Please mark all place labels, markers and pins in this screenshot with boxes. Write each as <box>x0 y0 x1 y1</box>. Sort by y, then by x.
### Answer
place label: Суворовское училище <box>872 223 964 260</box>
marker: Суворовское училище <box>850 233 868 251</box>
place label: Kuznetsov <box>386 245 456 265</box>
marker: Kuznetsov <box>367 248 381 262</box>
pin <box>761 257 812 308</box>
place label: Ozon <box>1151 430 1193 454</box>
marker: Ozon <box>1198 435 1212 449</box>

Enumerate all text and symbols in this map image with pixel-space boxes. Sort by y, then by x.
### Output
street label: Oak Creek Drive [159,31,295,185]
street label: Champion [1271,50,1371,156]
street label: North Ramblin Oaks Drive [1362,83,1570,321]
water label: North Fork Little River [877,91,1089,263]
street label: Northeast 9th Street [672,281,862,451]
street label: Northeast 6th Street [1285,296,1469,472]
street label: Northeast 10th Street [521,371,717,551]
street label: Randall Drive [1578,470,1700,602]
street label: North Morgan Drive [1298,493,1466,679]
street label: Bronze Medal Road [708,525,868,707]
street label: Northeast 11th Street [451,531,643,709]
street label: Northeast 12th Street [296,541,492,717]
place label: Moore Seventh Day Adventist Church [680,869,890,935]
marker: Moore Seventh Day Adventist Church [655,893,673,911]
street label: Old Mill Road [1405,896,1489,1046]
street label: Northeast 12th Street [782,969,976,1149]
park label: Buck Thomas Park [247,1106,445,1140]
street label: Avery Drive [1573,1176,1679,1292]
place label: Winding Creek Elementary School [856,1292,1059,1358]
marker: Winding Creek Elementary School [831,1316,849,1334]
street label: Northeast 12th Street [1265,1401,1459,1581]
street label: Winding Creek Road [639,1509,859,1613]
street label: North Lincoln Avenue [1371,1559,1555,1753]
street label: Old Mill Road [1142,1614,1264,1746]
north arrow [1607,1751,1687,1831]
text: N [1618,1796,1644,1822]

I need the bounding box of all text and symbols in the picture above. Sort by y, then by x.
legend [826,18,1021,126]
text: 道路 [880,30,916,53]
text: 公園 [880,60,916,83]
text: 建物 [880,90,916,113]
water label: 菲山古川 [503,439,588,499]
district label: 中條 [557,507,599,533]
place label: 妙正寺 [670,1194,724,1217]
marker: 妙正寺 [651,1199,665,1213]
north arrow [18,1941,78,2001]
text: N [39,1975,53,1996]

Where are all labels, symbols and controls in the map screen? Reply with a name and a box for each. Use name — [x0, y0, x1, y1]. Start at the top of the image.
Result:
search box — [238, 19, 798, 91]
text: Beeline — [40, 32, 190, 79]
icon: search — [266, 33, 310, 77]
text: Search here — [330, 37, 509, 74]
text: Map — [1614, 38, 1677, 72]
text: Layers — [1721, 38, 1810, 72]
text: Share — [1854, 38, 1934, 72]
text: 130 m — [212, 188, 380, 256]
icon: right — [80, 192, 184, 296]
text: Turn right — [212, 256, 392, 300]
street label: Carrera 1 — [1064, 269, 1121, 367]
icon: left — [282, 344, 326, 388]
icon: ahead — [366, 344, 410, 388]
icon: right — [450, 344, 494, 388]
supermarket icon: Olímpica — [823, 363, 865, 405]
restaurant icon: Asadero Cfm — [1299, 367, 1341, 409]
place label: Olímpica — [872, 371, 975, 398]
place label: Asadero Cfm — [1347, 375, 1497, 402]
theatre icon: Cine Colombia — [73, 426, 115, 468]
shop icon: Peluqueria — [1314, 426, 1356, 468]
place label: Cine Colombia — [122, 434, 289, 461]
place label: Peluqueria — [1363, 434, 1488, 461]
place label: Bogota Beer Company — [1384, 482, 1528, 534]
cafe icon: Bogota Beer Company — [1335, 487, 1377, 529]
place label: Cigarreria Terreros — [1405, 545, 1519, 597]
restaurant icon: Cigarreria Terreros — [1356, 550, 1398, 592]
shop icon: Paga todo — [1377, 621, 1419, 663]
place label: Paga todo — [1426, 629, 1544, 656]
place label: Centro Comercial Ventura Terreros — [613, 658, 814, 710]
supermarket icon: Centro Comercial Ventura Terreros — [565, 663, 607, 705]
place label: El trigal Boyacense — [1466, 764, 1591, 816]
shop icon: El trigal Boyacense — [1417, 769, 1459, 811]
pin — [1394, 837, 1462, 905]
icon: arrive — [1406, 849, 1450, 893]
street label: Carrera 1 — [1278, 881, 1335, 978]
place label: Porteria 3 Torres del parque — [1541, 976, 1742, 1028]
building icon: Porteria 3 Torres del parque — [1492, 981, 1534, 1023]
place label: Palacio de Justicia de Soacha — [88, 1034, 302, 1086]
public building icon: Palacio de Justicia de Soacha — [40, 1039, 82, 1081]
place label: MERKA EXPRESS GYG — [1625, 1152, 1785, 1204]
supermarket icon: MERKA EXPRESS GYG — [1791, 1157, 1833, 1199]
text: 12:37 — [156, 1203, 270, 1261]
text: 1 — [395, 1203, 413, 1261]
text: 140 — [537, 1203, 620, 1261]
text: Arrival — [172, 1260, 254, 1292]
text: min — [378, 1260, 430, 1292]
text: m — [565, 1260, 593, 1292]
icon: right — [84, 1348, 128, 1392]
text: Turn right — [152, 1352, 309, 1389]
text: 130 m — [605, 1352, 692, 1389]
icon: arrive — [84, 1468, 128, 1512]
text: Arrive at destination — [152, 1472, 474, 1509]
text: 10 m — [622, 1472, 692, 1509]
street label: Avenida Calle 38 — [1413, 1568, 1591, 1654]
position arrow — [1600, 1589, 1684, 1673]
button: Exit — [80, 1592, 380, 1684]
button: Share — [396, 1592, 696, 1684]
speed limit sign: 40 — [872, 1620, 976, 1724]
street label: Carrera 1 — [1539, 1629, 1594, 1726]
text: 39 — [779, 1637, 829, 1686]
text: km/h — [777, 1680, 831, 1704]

***

> [Task instructions]
Word for word, write out every record in the listing.

> [Written reply]
Please mark all place labels, markers and pins in this screenshot with boxes. Write each as <box>x0 y0 x1 y1</box>. Sort by y, then by x.
### Answer
place label: Суворовское училище <box>872 223 964 260</box>
marker: Суворовское училище <box>850 233 868 251</box>
place label: Kuznetsov <box>386 245 456 265</box>
marker: Kuznetsov <box>367 248 381 262</box>
pin <box>761 257 812 308</box>
place label: Ozon <box>1151 430 1193 454</box>
marker: Ozon <box>1198 435 1212 449</box>

Enumerate all text and symbols in this map image with pixel-space boxes. Sort by y, then by x.
### Output
street label: Oak Creek Drive [159,31,295,185]
street label: Champion [1271,50,1371,156]
street label: North Ramblin Oaks Drive [1362,83,1570,321]
water label: North Fork Little River [877,91,1089,263]
street label: Northeast 9th Street [672,281,862,451]
street label: Northeast 6th Street [1285,296,1469,472]
street label: Northeast 10th Street [521,371,717,551]
street label: Randall Drive [1578,470,1700,602]
street label: North Morgan Drive [1298,493,1466,679]
street label: Bronze Medal Road [708,525,868,707]
street label: Northeast 11th Street [451,531,643,709]
street label: Northeast 12th Street [296,541,492,717]
place label: Moore Seventh Day Adventist Church [680,869,890,935]
marker: Moore Seventh Day Adventist Church [655,893,673,911]
street label: Old Mill Road [1405,896,1489,1046]
street label: Northeast 12th Street [782,969,976,1149]
park label: Buck Thomas Park [247,1106,445,1140]
street label: Avery Drive [1573,1176,1679,1292]
place label: Winding Creek Elementary School [856,1292,1059,1358]
marker: Winding Creek Elementary School [831,1316,849,1334]
street label: Northeast 12th Street [1265,1401,1459,1581]
street label: Winding Creek Road [639,1509,859,1613]
street label: North Lincoln Avenue [1371,1559,1555,1753]
street label: Old Mill Road [1142,1614,1264,1746]
north arrow [1607,1751,1687,1831]
text: N [1618,1796,1644,1822]

I need the bounding box of all text and symbols in the picture above. Sort by y, then by x.
legend [826,18,1021,126]
text: 道路 [880,30,916,53]
text: 公園 [880,60,916,83]
text: 建物 [880,90,916,113]
water label: 菲山古川 [503,439,588,499]
district label: 中條 [557,507,599,533]
place label: 妙正寺 [670,1194,724,1217]
marker: 妙正寺 [651,1199,665,1213]
north arrow [18,1941,78,2001]
text: N [39,1975,53,1996]

Where are all labels, symbols and controls in the map screen? Reply with a name and a box for each. Use name — [x0, y0, x1, y1]. Start at the top of the image.
Result:
search box — [238, 19, 798, 91]
text: Beeline — [40, 32, 190, 79]
icon: search — [266, 33, 310, 77]
text: Search here — [330, 37, 509, 74]
text: Map — [1614, 38, 1677, 72]
text: Layers — [1721, 38, 1810, 72]
text: Share — [1854, 38, 1934, 72]
text: 130 m — [212, 188, 380, 256]
icon: right — [80, 192, 184, 296]
text: Turn right — [212, 256, 392, 300]
street label: Carrera 1 — [1064, 269, 1121, 367]
icon: left — [282, 344, 326, 388]
icon: ahead — [366, 344, 410, 388]
icon: right — [450, 344, 494, 388]
supermarket icon: Olímpica — [823, 363, 865, 405]
restaurant icon: Asadero Cfm — [1299, 367, 1341, 409]
place label: Olímpica — [872, 371, 975, 398]
place label: Asadero Cfm — [1347, 375, 1497, 402]
theatre icon: Cine Colombia — [73, 426, 115, 468]
shop icon: Peluqueria — [1314, 426, 1356, 468]
place label: Cine Colombia — [122, 434, 289, 461]
place label: Peluqueria — [1363, 434, 1488, 461]
place label: Bogota Beer Company — [1384, 482, 1528, 534]
cafe icon: Bogota Beer Company — [1335, 487, 1377, 529]
place label: Cigarreria Terreros — [1405, 545, 1519, 597]
restaurant icon: Cigarreria Terreros — [1356, 550, 1398, 592]
shop icon: Paga todo — [1377, 621, 1419, 663]
place label: Paga todo — [1426, 629, 1544, 656]
place label: Centro Comercial Ventura Terreros — [613, 658, 814, 710]
supermarket icon: Centro Comercial Ventura Terreros — [565, 663, 607, 705]
place label: El trigal Boyacense — [1466, 764, 1591, 816]
shop icon: El trigal Boyacense — [1417, 769, 1459, 811]
pin — [1394, 837, 1462, 905]
icon: arrive — [1406, 849, 1450, 893]
street label: Carrera 1 — [1278, 881, 1335, 978]
place label: Porteria 3 Torres del parque — [1541, 976, 1742, 1028]
building icon: Porteria 3 Torres del parque — [1492, 981, 1534, 1023]
place label: Palacio de Justicia de Soacha — [88, 1034, 302, 1086]
public building icon: Palacio de Justicia de Soacha — [40, 1039, 82, 1081]
place label: MERKA EXPRESS GYG — [1625, 1152, 1785, 1204]
supermarket icon: MERKA EXPRESS GYG — [1791, 1157, 1833, 1199]
text: 12:37 — [156, 1203, 270, 1261]
text: 1 — [395, 1203, 413, 1261]
text: 140 — [537, 1203, 620, 1261]
text: Arrival — [172, 1260, 254, 1292]
text: min — [378, 1260, 430, 1292]
text: m — [565, 1260, 593, 1292]
icon: right — [84, 1348, 128, 1392]
text: Turn right — [152, 1352, 309, 1389]
text: 130 m — [605, 1352, 692, 1389]
icon: arrive — [84, 1468, 128, 1512]
text: Arrive at destination — [152, 1472, 474, 1509]
text: 10 m — [622, 1472, 692, 1509]
street label: Avenida Calle 38 — [1413, 1568, 1591, 1654]
position arrow — [1600, 1589, 1684, 1673]
button: Exit — [80, 1592, 380, 1684]
button: Share — [396, 1592, 696, 1684]
speed limit sign: 40 — [872, 1620, 976, 1724]
street label: Carrera 1 — [1539, 1629, 1594, 1726]
text: 39 — [779, 1637, 829, 1686]
text: km/h — [777, 1680, 831, 1704]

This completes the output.